• _TASK OBJECTIVE_: Each line of the data that includes the string "rotate" is to be copied out.

(Collection entries)
┌──

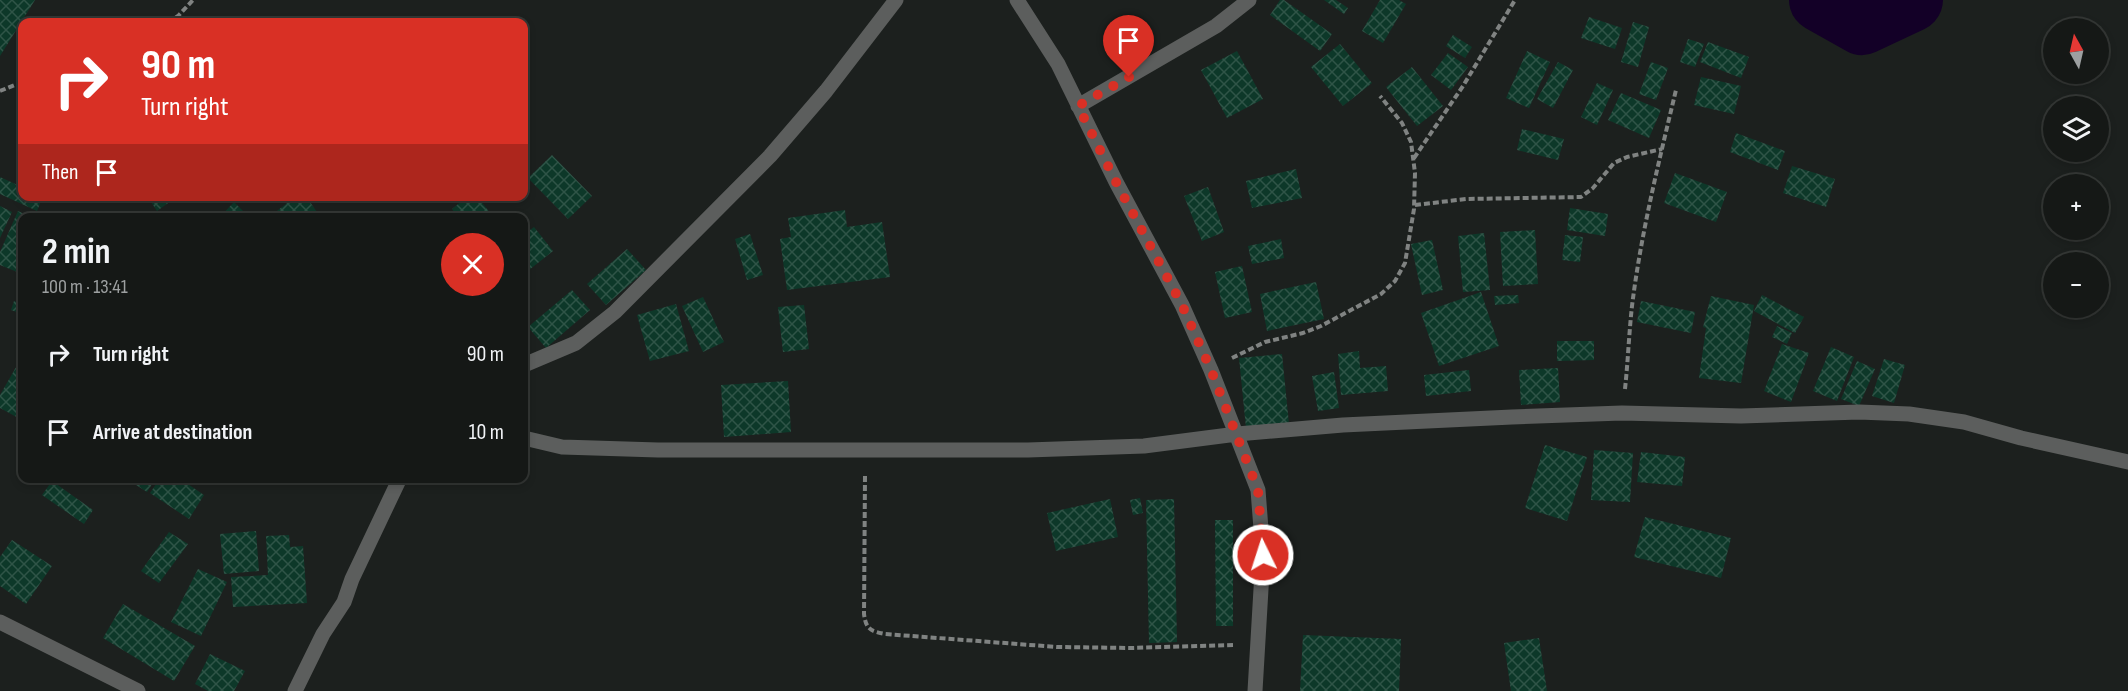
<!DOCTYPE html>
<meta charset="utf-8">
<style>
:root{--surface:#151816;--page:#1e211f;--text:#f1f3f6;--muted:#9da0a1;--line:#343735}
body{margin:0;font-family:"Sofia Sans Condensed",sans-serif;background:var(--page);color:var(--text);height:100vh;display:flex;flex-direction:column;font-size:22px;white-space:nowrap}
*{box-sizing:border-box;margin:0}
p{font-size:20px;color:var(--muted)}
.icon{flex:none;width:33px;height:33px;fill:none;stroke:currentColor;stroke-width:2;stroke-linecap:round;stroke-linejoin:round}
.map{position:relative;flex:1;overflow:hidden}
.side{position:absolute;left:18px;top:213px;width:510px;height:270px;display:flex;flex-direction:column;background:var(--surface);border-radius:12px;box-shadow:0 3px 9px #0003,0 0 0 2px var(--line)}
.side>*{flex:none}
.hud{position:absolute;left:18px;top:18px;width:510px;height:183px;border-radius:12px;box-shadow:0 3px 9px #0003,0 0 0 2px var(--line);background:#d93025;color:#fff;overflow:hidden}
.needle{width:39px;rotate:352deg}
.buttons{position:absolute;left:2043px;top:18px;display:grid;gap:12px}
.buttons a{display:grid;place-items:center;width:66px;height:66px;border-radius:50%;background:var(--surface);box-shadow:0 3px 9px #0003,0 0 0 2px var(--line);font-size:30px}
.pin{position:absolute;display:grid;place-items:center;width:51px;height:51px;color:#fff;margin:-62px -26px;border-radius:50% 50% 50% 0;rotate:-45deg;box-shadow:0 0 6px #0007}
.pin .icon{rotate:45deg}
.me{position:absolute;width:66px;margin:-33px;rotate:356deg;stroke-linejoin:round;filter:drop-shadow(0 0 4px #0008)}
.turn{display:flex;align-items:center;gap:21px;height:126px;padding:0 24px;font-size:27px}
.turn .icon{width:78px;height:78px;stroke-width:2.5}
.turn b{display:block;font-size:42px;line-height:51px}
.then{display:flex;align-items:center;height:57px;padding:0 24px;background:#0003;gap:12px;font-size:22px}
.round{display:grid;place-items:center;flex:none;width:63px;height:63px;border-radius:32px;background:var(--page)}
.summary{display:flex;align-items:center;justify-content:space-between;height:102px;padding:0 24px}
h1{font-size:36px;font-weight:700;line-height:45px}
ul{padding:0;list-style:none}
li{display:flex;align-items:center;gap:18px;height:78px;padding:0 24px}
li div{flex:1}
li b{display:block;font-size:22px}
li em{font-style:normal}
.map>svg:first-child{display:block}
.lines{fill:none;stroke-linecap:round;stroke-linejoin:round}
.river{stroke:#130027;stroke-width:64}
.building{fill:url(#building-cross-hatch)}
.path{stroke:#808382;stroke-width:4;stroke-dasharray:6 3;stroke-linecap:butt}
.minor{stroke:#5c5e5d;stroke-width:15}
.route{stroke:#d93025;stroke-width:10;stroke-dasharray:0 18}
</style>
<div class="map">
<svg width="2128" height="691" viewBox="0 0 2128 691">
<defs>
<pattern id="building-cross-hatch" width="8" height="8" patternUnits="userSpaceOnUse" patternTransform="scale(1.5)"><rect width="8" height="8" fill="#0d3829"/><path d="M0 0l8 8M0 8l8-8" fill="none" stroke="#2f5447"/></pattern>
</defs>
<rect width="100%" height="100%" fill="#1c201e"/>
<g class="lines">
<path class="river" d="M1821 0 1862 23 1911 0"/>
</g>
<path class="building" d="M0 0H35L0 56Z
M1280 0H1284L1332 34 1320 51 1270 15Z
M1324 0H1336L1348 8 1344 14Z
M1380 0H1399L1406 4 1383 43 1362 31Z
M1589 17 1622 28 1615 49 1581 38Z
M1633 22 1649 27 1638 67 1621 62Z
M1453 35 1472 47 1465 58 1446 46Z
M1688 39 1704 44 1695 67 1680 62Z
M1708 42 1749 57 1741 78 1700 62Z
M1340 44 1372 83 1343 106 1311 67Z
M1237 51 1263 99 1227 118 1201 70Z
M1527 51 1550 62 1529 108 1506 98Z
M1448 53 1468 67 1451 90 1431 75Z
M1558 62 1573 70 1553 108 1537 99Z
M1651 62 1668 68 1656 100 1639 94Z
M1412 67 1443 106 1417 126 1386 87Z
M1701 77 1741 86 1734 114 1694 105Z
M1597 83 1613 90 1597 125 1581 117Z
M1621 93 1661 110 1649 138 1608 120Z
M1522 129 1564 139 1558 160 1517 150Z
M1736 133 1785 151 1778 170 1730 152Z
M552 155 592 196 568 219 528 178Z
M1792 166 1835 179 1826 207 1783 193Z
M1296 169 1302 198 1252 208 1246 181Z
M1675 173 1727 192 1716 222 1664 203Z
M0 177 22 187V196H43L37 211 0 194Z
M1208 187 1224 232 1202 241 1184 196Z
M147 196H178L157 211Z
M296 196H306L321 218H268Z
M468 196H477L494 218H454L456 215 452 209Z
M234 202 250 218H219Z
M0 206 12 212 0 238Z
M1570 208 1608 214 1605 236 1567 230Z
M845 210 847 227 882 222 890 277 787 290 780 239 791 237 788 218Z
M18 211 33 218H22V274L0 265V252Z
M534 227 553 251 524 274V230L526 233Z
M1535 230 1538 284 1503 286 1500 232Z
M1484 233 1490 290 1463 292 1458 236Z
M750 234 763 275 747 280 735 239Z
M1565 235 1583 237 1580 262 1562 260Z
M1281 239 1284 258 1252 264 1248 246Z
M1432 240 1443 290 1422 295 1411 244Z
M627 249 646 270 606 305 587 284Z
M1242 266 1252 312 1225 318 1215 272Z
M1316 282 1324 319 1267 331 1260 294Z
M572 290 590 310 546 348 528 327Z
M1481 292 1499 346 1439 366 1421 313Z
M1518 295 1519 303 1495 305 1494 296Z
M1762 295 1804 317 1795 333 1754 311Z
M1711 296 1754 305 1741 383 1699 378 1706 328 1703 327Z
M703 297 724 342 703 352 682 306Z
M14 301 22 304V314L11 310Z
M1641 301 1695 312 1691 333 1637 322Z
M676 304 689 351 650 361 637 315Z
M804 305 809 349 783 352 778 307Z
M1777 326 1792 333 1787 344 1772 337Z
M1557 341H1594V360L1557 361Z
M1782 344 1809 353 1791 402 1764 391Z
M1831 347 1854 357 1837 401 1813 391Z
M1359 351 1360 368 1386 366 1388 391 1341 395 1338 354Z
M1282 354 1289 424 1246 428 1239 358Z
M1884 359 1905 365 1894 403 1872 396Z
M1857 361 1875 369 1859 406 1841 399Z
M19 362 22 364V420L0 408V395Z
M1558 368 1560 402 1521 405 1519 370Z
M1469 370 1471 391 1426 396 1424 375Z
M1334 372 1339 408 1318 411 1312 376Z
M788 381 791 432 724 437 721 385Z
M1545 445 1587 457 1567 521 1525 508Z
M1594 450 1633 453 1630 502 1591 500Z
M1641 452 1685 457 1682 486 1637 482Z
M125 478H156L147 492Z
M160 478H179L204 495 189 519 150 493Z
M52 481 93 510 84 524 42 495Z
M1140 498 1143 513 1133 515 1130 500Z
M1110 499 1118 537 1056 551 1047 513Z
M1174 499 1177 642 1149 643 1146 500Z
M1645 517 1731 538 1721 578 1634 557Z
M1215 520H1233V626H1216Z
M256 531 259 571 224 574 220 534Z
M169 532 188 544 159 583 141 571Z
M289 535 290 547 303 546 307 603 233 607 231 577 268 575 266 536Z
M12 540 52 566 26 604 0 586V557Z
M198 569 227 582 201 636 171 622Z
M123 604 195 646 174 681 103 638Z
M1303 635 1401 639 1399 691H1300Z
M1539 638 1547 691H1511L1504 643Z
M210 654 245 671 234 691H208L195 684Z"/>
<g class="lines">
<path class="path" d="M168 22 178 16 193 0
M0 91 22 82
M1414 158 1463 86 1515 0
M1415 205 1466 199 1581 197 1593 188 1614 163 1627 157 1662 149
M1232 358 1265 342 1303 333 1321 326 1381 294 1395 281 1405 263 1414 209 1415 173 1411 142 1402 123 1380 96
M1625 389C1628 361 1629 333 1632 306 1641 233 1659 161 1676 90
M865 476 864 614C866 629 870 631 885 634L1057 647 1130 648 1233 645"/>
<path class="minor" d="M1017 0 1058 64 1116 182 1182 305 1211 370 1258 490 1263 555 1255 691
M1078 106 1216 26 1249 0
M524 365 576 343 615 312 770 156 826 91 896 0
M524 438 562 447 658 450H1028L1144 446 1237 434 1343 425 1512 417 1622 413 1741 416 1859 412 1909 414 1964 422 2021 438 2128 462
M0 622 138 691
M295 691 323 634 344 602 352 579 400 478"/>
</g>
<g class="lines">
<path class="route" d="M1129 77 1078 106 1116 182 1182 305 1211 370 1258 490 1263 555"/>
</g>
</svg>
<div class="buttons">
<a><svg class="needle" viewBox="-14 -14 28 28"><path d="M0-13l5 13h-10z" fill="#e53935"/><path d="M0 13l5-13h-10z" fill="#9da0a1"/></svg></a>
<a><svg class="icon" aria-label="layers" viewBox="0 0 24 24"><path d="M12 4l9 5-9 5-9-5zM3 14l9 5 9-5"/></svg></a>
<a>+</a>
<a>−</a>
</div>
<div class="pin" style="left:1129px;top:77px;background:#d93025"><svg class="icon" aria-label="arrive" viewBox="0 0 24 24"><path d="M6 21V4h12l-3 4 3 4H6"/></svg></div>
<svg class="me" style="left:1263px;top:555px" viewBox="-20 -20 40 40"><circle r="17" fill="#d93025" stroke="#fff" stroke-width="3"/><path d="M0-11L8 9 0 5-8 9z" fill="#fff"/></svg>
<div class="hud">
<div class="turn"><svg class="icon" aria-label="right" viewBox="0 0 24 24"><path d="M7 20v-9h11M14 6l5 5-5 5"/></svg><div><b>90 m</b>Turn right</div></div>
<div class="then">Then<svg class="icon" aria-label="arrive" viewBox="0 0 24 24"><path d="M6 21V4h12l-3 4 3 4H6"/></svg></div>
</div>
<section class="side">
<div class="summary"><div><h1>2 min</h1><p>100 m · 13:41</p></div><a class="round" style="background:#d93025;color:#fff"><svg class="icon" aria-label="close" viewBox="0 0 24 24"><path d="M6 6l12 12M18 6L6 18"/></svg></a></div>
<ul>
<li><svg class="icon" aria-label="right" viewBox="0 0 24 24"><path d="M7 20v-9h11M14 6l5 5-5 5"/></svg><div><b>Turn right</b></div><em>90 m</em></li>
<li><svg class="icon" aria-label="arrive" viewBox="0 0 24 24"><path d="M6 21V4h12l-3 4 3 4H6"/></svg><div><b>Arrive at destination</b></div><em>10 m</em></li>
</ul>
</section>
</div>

└──
┌──

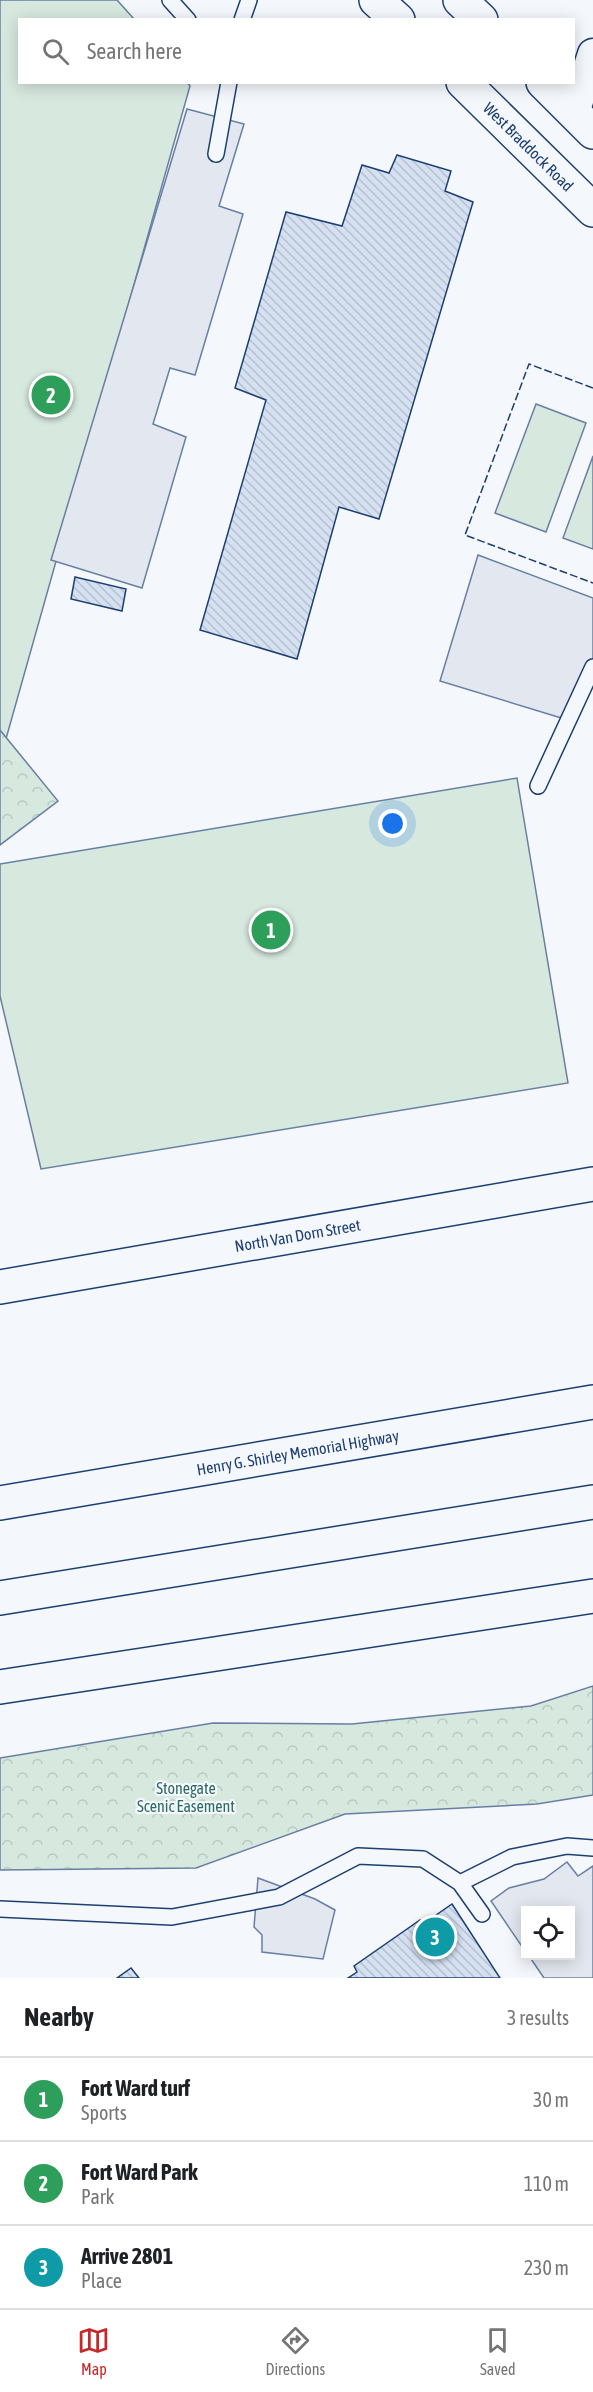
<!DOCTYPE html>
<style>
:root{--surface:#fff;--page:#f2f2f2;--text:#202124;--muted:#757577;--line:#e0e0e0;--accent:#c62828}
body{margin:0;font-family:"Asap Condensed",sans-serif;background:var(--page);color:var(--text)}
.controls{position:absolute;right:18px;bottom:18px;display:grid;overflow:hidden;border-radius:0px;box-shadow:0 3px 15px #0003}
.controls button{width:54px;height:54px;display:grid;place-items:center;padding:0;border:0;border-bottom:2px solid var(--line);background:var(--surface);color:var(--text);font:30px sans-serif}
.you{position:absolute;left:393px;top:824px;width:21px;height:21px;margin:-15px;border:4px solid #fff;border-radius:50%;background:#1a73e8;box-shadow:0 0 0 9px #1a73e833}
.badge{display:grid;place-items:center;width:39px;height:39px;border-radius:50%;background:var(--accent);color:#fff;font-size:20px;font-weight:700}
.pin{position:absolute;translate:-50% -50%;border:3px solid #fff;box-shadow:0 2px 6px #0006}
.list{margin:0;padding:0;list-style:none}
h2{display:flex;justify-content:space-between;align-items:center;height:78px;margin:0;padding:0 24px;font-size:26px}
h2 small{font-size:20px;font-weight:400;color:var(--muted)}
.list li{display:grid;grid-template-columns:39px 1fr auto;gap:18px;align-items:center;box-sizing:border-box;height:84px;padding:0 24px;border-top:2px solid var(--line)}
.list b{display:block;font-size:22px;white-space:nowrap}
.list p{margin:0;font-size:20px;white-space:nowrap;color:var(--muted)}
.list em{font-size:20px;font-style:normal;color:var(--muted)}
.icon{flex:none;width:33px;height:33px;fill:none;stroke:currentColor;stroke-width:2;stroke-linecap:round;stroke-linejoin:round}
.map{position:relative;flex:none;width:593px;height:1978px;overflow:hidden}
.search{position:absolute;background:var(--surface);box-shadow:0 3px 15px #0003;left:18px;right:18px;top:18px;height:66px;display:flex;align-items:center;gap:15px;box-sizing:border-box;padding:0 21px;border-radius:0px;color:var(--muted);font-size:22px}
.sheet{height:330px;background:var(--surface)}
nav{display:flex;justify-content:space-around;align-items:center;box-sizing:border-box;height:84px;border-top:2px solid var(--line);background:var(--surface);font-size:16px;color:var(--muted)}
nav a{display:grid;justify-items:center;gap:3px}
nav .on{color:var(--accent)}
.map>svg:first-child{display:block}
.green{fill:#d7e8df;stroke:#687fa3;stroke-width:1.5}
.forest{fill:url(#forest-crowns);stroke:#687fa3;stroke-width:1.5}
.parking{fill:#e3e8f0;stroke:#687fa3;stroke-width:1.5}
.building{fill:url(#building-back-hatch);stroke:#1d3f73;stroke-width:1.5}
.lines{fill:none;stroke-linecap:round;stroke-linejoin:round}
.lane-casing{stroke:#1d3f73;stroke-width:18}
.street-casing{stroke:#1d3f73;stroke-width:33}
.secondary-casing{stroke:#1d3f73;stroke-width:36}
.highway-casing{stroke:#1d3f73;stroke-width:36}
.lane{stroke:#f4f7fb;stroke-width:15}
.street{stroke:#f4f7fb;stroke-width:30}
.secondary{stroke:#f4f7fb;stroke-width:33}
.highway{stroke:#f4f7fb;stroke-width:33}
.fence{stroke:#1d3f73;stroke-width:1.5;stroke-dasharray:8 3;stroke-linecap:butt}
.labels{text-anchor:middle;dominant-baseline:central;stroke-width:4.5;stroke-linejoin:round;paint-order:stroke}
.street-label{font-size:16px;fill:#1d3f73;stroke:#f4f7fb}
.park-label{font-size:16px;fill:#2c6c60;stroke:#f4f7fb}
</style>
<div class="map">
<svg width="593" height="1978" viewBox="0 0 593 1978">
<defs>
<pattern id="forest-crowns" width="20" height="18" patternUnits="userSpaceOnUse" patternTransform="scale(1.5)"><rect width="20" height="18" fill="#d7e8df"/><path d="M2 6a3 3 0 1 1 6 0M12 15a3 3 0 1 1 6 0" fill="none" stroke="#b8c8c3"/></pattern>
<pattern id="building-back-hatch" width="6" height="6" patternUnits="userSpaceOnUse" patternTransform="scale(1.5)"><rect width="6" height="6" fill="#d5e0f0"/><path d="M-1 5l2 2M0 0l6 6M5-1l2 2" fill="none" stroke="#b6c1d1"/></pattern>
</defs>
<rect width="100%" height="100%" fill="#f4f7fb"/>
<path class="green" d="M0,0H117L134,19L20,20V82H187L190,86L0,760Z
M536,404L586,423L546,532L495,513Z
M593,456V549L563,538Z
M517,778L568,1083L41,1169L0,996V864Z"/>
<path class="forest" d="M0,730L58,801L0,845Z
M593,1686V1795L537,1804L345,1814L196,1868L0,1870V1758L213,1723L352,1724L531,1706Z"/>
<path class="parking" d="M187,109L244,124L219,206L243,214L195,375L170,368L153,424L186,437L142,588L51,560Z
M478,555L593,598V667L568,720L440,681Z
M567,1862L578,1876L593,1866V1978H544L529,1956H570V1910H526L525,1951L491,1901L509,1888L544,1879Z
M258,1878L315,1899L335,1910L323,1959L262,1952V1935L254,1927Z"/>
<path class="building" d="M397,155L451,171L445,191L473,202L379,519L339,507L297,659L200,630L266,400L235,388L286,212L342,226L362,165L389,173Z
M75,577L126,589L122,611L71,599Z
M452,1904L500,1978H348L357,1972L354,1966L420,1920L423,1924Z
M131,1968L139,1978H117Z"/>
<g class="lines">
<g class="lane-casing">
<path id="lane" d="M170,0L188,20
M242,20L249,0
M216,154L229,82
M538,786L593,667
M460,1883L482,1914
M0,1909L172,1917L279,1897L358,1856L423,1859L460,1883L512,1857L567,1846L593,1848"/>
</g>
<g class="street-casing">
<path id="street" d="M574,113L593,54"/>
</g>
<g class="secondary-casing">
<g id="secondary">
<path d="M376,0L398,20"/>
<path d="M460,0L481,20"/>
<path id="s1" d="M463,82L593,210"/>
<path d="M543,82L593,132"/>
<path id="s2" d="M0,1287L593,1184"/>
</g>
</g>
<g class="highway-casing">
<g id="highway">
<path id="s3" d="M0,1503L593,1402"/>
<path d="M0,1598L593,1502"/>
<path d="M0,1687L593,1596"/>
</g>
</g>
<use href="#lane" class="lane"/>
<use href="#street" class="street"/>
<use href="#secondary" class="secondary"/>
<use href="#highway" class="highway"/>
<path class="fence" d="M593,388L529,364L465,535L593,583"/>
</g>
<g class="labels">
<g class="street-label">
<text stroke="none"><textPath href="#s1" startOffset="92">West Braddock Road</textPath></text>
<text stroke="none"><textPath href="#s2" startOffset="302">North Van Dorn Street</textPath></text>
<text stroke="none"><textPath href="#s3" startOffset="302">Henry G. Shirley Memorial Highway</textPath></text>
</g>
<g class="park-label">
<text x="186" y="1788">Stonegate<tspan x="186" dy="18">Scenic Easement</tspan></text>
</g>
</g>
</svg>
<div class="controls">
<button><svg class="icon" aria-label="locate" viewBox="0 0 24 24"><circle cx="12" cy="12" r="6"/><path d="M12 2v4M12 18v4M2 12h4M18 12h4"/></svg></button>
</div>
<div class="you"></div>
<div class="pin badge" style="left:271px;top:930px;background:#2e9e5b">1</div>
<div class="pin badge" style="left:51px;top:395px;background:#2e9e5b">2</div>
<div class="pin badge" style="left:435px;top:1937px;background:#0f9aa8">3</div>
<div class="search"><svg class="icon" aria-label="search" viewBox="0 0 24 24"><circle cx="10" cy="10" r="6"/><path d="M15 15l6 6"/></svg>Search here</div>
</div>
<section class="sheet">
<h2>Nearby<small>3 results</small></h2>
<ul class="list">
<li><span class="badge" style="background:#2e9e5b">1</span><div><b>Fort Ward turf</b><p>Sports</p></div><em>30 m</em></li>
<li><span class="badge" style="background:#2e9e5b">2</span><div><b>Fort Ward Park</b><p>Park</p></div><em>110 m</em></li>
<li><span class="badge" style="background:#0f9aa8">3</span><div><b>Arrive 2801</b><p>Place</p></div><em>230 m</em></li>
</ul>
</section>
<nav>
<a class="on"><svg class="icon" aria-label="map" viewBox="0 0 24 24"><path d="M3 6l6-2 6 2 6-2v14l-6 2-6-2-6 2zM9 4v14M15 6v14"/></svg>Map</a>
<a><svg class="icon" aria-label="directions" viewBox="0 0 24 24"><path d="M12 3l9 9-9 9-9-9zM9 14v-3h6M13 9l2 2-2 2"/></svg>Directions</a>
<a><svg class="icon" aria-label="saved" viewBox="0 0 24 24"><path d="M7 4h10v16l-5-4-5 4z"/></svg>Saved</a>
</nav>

└──

• _EXERCISE RESPONSE_:
.needle{width:39px;rotate:352deg}
.pin{position:absolute;display:grid;place-items:center;width:51px;height:51px;color:#fff;margin:-62px -26px;border-radius:50% 50% 50% 0;rotate:-45deg;box-shadow:0 0 6px #0007}
.pin .icon{rotate:45deg}
.me{position:absolute;width:66px;margin:-33px;rotate:356deg;stroke-linejoin:round;filter:drop-shadow(0 0 4px #0008)}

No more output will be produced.